Problem statement >> Go through the records and extract every line with the word "scale".
(Data for this exercise)
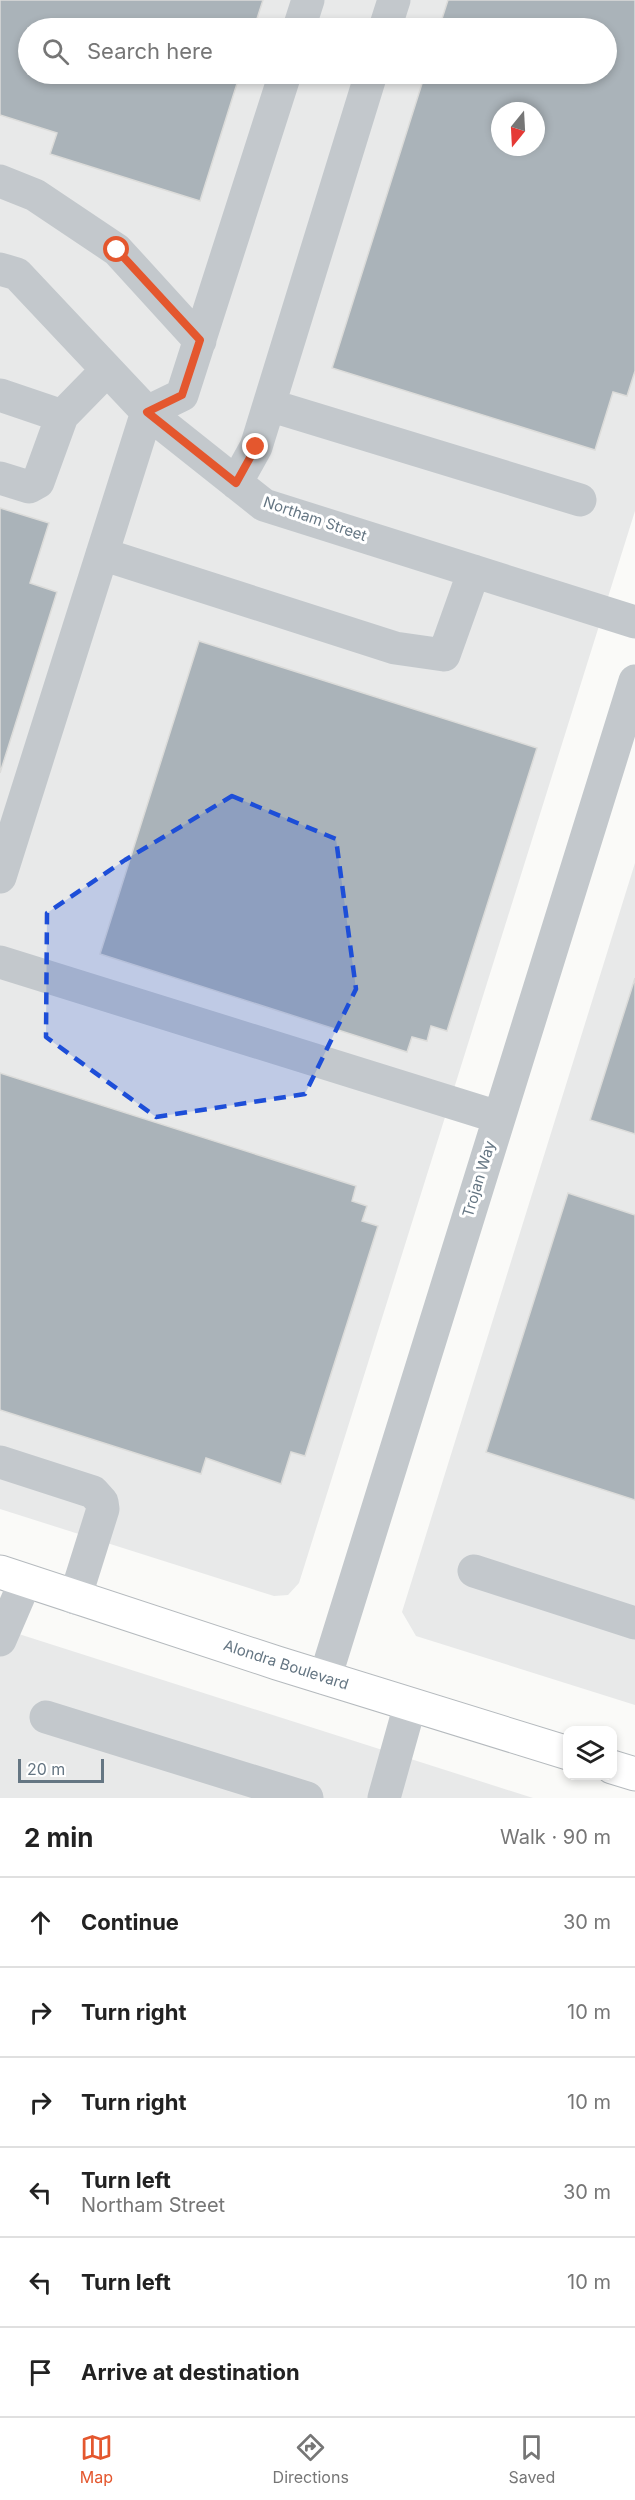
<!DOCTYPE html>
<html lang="en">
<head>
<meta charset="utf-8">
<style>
	body { margin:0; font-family:Inter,sans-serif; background:#f2f2f2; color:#222 }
	.controls { position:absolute; right:18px; bottom:18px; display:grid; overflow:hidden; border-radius:12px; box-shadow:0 3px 9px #0003 }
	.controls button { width:54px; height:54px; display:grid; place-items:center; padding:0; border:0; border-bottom:2px solid #e0e0e0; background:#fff; color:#222; font:30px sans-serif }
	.compass { position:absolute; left:491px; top:102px; width:54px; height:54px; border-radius:50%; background:#fff; box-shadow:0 3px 9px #0003; rotate:198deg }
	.scale { position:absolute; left:18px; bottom:15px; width:86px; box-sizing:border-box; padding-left:6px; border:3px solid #657683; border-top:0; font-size:16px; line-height:21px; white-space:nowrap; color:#657683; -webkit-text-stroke:4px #fff; paint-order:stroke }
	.stop { position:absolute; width:18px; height:18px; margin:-14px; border:4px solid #e4572e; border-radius:50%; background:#fff }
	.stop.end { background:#e4572e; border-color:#fff; box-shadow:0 2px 6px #0008 }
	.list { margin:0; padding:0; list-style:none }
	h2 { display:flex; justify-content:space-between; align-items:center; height:78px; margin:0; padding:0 24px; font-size:26px }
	h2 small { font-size:20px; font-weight:400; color:#767676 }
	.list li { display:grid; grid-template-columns:39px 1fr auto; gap:18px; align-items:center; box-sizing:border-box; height:90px; padding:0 24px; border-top:2px solid #e0e0e0 }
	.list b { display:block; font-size:22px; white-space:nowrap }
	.list p { margin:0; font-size:20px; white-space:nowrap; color:#767676 }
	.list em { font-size:20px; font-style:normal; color:#767676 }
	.icon { flex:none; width:33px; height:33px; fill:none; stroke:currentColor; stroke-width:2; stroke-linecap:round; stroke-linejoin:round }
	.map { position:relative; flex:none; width:635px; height:1798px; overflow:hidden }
	.search { position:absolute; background:#fff; box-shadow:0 3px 9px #0003; left:18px; right:18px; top:18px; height:66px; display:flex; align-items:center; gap:15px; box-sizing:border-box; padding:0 21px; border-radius:33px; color:#767676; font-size:22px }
	.sheet { height:618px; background:#fff }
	nav { display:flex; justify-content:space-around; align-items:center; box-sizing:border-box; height:84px; border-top:2px solid #e0e0e0; background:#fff; font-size:16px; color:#767676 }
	nav a { display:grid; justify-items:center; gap:3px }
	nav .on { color:#e4572e }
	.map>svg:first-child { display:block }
	.built { fill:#e8e9e9; fill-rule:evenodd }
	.building { fill:#aab3b9; stroke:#dcdcda; stroke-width:1.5; fill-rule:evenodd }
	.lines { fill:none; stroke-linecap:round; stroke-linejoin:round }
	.major-casing { stroke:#b5babe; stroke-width:35 }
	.minor { stroke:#c3c8cc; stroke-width:33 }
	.major { stroke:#fff; stroke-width:33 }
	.route { stroke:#e4572e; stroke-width:8 }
	.marked { fill:#1d4ed8; fill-opacity:0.2; stroke:#1d4ed8; stroke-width:4.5; stroke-dasharray:12 8; stroke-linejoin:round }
	.labels { text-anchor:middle; stroke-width:6; stroke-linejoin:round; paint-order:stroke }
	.street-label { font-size:15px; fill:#657683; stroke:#fff }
</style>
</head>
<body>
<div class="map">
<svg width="635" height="1798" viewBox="0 0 635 1798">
	<rect width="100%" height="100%" fill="#fafaf8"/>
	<path class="built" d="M0,0H635V511L299,1583L288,1595L274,1596L0,1509ZM28,28H606V74H28ZM500,111H536V147H500Z
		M635,863V1705L416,1636L402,1612Z
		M0,1628L533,1798H0Z"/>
	<path class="building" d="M0,0H263L254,28H28V74H240L200,201L50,154L57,133L0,115Z
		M448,0H635V371L627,396L613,392L595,450L332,368L425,74H606V28H439ZM500,111H536V147H500Z
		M0,508L49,523L30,583L57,592L0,773Z
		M199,641L537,748L447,1031L431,1026L427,1041L412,1037L407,1052L100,954Z
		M635,978V1134L590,1120Z
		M0,1073L356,1186L352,1201L367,1206L362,1221L378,1226L305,1456L291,1452L281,1484L206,1458L201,1474L0,1410Z
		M568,1193L635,1215V1500L486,1452Z"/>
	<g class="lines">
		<defs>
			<path id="major" d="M0,1572L277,1663L568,1753
				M612,1767L635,1774"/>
		</defs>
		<use href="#major" class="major-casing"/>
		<path class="minor" d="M299,28L308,0
			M385,28L394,0
			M0,181L35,195L117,250L200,341
			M0,269L17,274L147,412L264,505L635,622
			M0,395L62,416
			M269,405L580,500
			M0,478L29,487L38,482L62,416L107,370
			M236,483L256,447L371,74
			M102,554L395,648L444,655L474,571
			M0,877L147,412L182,395L285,74
			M0,962L498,1117
			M0,1462L93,1492L102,1502L103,1509L75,1598
			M474,1571L635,1623
			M0,1640L25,1582
			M325,1678L635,681
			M46,1717L307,1798
			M384,1798L410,1705"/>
		<use href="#major" class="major"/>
	</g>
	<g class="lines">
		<path class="route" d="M117,250L200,340L182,395L147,412L236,483L256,447"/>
	</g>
	<path class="marked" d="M232,796L336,839L356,989L305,1094L156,1117L46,1037L47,913L125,860Z"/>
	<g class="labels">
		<g class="street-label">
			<text transform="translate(315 519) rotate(19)" y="5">Northam Street</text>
			<text transform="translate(479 1179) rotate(-73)" y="5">Trojan Way</text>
			<text transform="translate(286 1665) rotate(18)" y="5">Alondra Boulevard</text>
		</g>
	</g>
</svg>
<div class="controls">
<button><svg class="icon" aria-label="layers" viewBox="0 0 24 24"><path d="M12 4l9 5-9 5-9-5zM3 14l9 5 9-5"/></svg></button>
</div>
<svg class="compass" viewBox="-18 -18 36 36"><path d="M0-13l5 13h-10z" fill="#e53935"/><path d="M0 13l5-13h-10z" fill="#767676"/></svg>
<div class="scale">20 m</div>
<div class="stop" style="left:117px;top:250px"></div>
<div class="stop end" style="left:256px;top:447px"></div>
<div class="search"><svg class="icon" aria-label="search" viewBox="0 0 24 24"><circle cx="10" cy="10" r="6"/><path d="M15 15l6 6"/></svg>Search here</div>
</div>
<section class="sheet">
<h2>2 min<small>Walk · 90 m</small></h2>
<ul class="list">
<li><svg class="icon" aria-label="ahead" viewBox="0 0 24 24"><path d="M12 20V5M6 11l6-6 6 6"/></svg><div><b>Continue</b></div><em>30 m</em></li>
<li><svg class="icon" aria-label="right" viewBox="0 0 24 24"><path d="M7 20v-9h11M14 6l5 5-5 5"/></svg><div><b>Turn right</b></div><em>10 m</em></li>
<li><svg class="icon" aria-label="right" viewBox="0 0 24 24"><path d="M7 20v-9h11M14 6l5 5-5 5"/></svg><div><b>Turn right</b></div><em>10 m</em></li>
<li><svg class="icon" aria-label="left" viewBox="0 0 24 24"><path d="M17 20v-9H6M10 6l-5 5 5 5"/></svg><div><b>Turn left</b><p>Northam Street</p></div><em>30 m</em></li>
<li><svg class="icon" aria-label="left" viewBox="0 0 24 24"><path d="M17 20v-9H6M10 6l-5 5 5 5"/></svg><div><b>Turn left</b></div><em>10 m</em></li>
<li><svg class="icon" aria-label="arrive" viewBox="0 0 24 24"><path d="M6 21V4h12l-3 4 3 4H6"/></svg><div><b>Arrive at destination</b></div></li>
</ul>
</section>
<nav>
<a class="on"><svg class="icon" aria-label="map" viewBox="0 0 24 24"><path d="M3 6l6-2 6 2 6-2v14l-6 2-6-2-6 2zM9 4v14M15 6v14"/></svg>Map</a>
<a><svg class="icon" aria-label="directions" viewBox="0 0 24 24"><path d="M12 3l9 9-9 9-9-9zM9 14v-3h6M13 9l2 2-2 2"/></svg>Directions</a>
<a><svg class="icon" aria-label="saved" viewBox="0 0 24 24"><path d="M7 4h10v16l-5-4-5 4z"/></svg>Saved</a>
</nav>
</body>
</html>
(End Data for this exercise)
Finished exercise >>
	.scale { position:absolute; left:18px; bottom:15px; width:86px; box-sizing:border-box; padding-left:6px; border:3px solid #657683; border-top:0; font-size:16px; line-height:21px; white-space:nowrap; color:#657683; -webkit-text-stroke:4px #fff; paint-order:stroke }
<div class="scale">20 m</div>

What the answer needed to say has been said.